Dar es Salaam:
Holistically addressing the key constraints affecting the microfinance sector will lead to greater financial inclusion across the country, a workshop organised by Tanzania Association of Microfinance Institutions (TAMFI) in Dar es Salaam has been told.
The stakeholders hailed the gains in the sector especially the development of National Microfinance Policy (2017).
“It’s a huge step in the right direction and as stakeholders we hope its implementation will to lead to increased access to formal financial services, which are still low,” noted TAMFI CEO, Ms Winnie Terry.
She added that challenges in the sector are an opportunity for stakeholders to work with the government to improve business environment, and ultimately help more Tanzanians access finance, especially in the rural areas.
To increase the access, it was paramount to look at the challenges facing microfinance institutions (MFIs) so as to help improve business environment.
With the support of BEST Dialogue, TAMFI commissioned a study to identify constraints/challenges encountered by microfinance institutions during the process of licensing and annual re-licensing.
The study undertaken by independent consultant in microfinance and agricultural finance, Mrs Specioza Mashauri, underscored the need for simple and straightforward procedures for obtaining licenses needed for running credit only microfinance institutions. She presented the initial finding of the study to the stakeholders at the workshop.
The study notes that the logistics for processing business licenses for microfinance activities are costly and cumbersome especially for microfinance institutions situated outside the region of Dar es Salaam since offices of the issuing authority is currently based in the business capital.
The study suggests that the issuing authority need to be decentralized at the level of the municipality and district councils to allow easy access by microfinance institutions outside Dar es Salaam.
The licences are issued by the Ministry of Industry and Trade, and stakeholders are of the view, the fees are on the higher side for small MFIs.
Currently, credit only microfinance institutions are paying same licence fees of Tshs. 600,000 despite their significant difference in sizes. The study recommends that credit only microfinance institutions should be categorized according to the operating capital of individual microfinance institutions or minimum and maximum capital requirements for non-deposit taking microfinance institutions to be set for classification purposes.

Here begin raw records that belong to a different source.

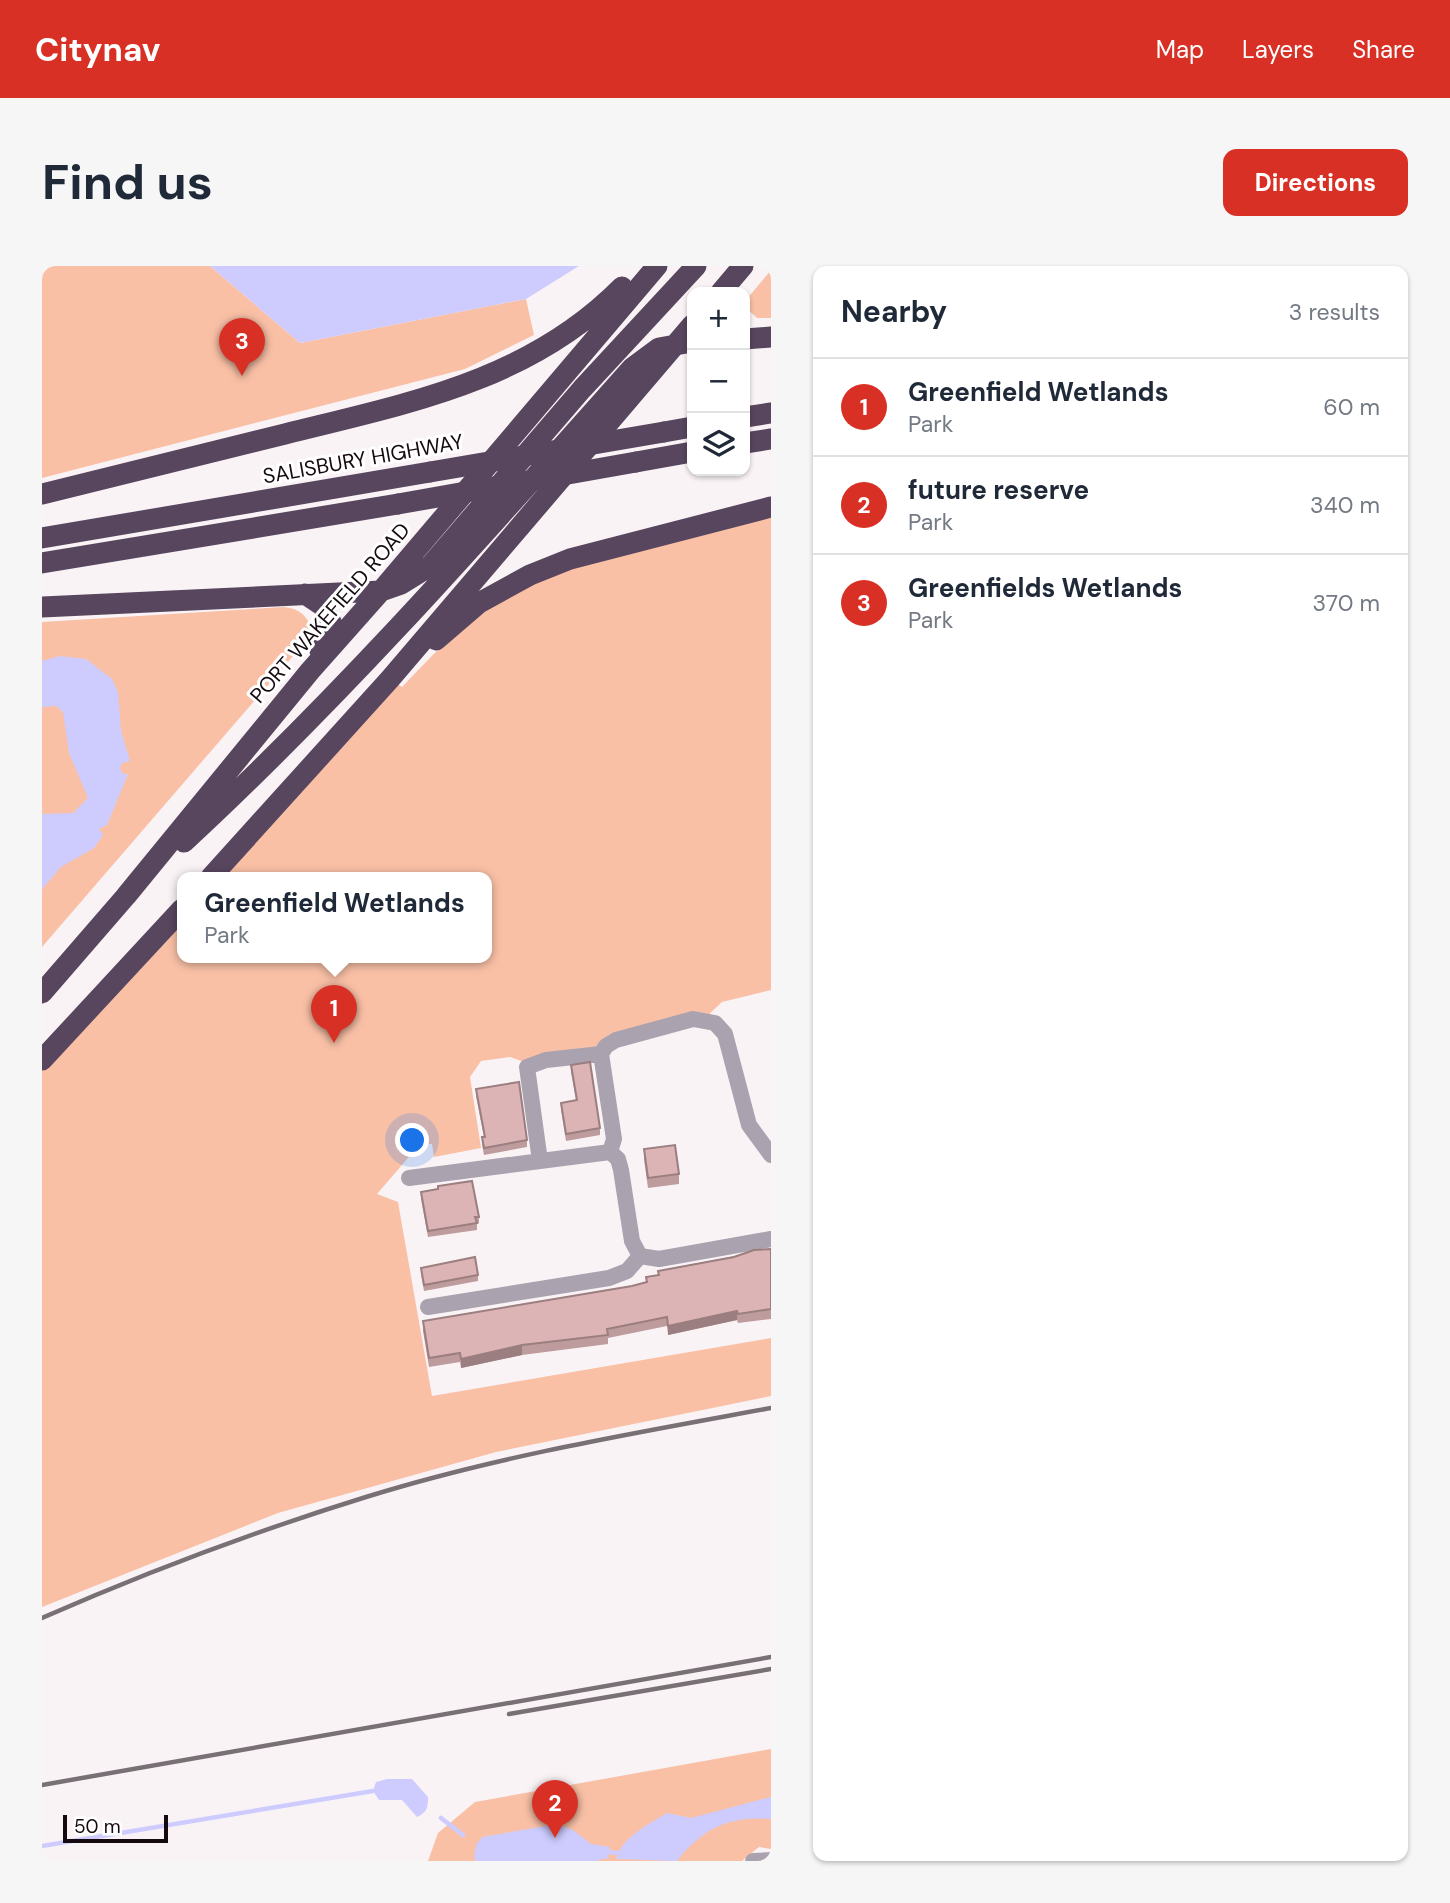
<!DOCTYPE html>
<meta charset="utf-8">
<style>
body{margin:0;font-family:"DM Sans",sans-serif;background:#f6f6f7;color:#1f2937}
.controls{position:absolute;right:21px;top:21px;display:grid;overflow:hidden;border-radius:14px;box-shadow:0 2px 5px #0004}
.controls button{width:63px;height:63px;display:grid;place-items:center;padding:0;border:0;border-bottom:2px solid #e0e1e3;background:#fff;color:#1f2937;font:35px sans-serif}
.scale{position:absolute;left:21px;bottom:18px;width:105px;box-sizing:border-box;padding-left:7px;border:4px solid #160a11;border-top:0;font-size:19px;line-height:24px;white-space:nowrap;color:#160a11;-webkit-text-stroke:5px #fff;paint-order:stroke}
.you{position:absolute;left:371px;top:875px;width:24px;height:24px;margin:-18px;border:5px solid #fff;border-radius:50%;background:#1a73e8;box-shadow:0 0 0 10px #1a73e833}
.badge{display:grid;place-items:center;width:46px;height:46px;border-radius:50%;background:#d93025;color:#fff;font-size:23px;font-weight:700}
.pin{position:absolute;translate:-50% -58px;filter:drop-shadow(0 2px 4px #0008)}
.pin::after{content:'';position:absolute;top:37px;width:24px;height:21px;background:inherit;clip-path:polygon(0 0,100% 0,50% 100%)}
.popup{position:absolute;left:135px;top:606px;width:315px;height:91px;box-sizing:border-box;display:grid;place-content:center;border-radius:14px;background:#fff;filter:drop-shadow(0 2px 5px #0005);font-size:23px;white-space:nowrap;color:#747a83}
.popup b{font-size:26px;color:#1f2937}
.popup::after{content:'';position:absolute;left:50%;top:100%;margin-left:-14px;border:14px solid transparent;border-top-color:#fff}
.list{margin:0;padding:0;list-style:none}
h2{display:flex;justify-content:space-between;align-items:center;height:91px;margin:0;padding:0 28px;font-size:30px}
h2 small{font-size:23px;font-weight:400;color:#747a83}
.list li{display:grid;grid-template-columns:46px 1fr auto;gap:21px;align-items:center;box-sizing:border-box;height:98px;padding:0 28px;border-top:2px solid #e0e1e3}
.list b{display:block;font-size:26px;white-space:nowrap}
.list p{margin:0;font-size:23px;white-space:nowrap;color:#747a83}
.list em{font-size:23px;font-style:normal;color:#747a83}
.icon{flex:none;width:38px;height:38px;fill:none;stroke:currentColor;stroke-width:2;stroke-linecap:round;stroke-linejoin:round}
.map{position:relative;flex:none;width:729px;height:1595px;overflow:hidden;border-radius:14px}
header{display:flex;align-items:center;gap:42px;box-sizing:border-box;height:98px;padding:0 35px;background:#d93025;color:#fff}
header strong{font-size:33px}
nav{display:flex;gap:38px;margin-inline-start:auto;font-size:24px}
.intro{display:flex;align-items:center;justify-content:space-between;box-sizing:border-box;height:168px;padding:0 42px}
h1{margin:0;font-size:49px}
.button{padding:18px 32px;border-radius:14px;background:#d93025;color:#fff;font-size:24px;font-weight:700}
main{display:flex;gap:42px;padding:0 42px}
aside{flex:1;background:#fff;border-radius:14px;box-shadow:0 2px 5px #0004}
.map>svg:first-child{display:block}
</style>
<header>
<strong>Citynav</strong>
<nav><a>Map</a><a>Layers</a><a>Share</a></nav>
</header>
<div class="intro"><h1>Find us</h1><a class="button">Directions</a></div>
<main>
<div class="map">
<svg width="729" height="1595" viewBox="0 0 729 1595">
<rect width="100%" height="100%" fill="#faf3f6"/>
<!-- green -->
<path fill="#f9c0a6" d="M0,0H168L258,77L484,33L492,69L423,103L0,212Z
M729,4V52H715L704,42V34Z
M729,246V724L680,736L662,753L564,780L488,798L468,791L439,795L428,811L439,882L392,891L390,878H378L335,928L356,936L390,1130L729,1072V1130L454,1186L236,1247L0,1341V794L140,643V691H444V611H169L348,413L360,421C388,392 416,361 451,339C532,289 638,272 729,246Z
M242,341C256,342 265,349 269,362L264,375L0,681V356Z
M729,1483V1583L717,1581L700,1595H386L396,1567L433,1536Z"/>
<!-- water -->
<path fill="#ceccff" d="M168,0H537L484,33L258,77Z
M18,390L44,393L70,413L76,426L79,465L88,495L80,497L78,502L81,508H86L65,559L57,563L61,569L52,582L19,601L0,623V548L31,547L46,532L27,487L21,446L14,440L0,441V395Z
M345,1513H370L386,1531C386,1542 385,1546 375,1551L360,1534H337L331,1525L334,1516Z
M729,1531V1553C687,1550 661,1562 635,1595L574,1593C580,1571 607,1558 625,1547L649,1552Z
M515,1558L531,1564L549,1578L568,1581L566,1592L553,1595H434L432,1592L434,1579L440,1571Z"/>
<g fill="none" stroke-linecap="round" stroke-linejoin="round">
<!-- stream -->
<path stroke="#ceccff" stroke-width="4.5" d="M399,1552L421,1569
M0,1580L331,1525
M566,1586L576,1587"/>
<!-- minor -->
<path stroke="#aba2af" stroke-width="16" d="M498,895L485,801L504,794L559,788
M367,912L568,886
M598,990L590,975L579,904L576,893L568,886L572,873L559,788L564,780L574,774L651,753L673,757L683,768L707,859L729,889
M598,990L617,993L729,973
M386,1041L567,1012L585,1005L598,990
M711,1595L729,1594"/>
<!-- highway -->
<path stroke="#58465f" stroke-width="21" d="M679,26L701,0
M703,73L729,71
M703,151L729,147
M622,166L650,161
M703,177L729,173
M594,196L650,186
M0,228C81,208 162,188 243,168C367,137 487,115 580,21
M0,272L388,206
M0,297L356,238
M263,328L281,340L289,356L278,385
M0,341L339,325L359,318L388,300L540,123L654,0
M394,374L437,337L488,309L528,293L729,241
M142,576C302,428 445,265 590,102L617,82L650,76
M169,611L348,413L650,59
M0,727L84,630L268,405L339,325L615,0
M0,794L140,643"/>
<!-- rail -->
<path stroke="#797075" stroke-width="4.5" d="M0,1352C105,1306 214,1265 324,1231C456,1190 593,1167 729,1142
M467,1448L729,1403
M0,1519L729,1391"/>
<!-- highway-bridge -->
<path stroke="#58465f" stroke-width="21" d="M388,206L622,166
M356,238L594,196"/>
</g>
<!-- wall -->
<path fill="#be9b9c" d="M529,799L558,862V869L524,875L519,843V837L534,834L529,806Z
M434,823L485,874V881L442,889L440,878V871H442L434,830Z
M602,883L637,908V918L606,922L602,893Z
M379,926L437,951V957L435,958V964L386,971L379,933Z
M729,983V1053L696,1057L695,1054L626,1069L625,1060L566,1072V1078L480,1089L419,1102L418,1096L387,1101L381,1065V1055L590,1020L604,1016V1011L616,1009V1005Z
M379,1002L436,1009V1015L382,1025L379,1008Z"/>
<!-- shaded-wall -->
<path fill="#9b7e7f" d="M695,1045V1054L626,1069V1060Z
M480,1079V1089L419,1102V1093Z"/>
<!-- building -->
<path fill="#ddb4b5" stroke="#9b7e7f" stroke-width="2" d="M548,796L558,862L524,868L519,837L535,834L529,799Z
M477,816L485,874L442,882L440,871H443L434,823Z
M633,879L637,908L606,912L602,883Z
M430,915L437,951H433L435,957L386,965L379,926L396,923V920Z
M729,983V1043L696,1048L695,1045L626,1060L625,1051L565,1063L566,1069L480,1079L419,1093L418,1087L387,1092L381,1055L590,1020L605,1016L604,1011L617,1009L616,1005L692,991L712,984Z
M433,991L436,1009L382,1019L379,1002Z"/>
<g text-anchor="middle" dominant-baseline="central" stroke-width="6" stroke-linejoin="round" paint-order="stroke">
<!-- street labels -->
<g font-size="21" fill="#160a11" stroke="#fff">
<text transform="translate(321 193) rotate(-10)">SALISBURY HIGHWAY</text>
<text transform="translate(288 347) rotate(-49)">PORT WAKEFIELD ROAD</text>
</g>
</g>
</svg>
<div class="controls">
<button>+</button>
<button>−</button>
<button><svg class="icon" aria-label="layers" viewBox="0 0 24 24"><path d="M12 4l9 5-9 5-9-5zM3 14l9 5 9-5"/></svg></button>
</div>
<div class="scale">50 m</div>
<div class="you"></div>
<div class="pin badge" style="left:292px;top:777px">1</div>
<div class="popup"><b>Greenfield Wetlands</b>Park</div>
<div class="pin badge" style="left:513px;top:1572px">2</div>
<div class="pin badge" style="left:200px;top:110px">3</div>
</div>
<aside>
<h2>Nearby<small>3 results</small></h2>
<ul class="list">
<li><span class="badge">1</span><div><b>Greenfield Wetlands</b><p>Park</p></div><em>60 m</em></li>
<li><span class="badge">2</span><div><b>future reserve</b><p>Park</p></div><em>340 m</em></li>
<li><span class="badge">3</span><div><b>Greenfields Wetlands</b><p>Park</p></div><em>370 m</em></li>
</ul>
</aside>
</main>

“The fees charged by the Ministry of Industry Trade and Investment is particularly high for Microfinance institutions with small capital turnover, (say Tshs. 5 million) given that the ministry incurs almost no cost since it is not supervising them,” noted Mrs Mashauri.
Mr Prosper Mzee, CEO Planet Microfinance Fund suggested that the government should consider making a one stop centre for issuance of all licenses and taxes to microfinance institutions.
“It takes a long time to complete all the formalities due to distances from one service provider to the other,” he noted, adding it leads to lengthy time to comply with regulations
Mr Julius Mcharo, CEO, Victoria Finance called on the government to consider online license applications for MFI to save time and resources. . He also suggested that for relicensing, there was no need of submitting all documents as in the initial stage of licensing. Documents can be limited to annual returns and annual reports.
Mr Gustav A. Kway, Credit Manager at Zane Microcredit said there should be a competent body to issue licenses and supervise MFIs to help the sector grow.
Tanzania Association of Micro finance Institutions (TAMFI) is a not-for-profit umbrella organization for micro finance institutions in Tanzania. It was formally registered in 2001 as a sole network for microfinance activities in the country. Members include Commercial, Community and Microfinance Banks, NGOs, Private MFIs, SACCOS, apex of informal groups, micro -insurance company and Business Service Providers. The association seeks to develop capability of microfinance institutions and the microfinance sector in general through advocacy, lobbying, research and development, responsible microfinance, capacity building, and information gathering and dissemination. The National Microfinance Policy also assigns the task of developing and ensuring application of standards to the network.
Furthermore, the Association promotes and encourages the establishment of new products and related markets and organizes forums and meetings in order to promote communication among members, to strengthen their relationship and to transfer information and experience among them. TAMFI encourages networking which is an integral part of any association. In this regard the Annual General Meetings attracts a growing number of attendees each year and make it an event where discussions are held on important and emerging issues and time is taken to learn more.
The current 135 member institutions of TAMFI reach out to approximately 2 million micro entrepreneurs in urban and rural areas. These are micro entrepreneurs who are committed to change their financial behaviours. Microfinance institutions are providing a broad range of financial services to these poor and low income people who are systematically excluded from formal financial system. Financial services include credit, savings, leasing, insurance, mobile/wire transfers, housing and pensions. And as a result these active poor communities are included in the mainstream financial system. Furthermore, they are financially educated and exposed.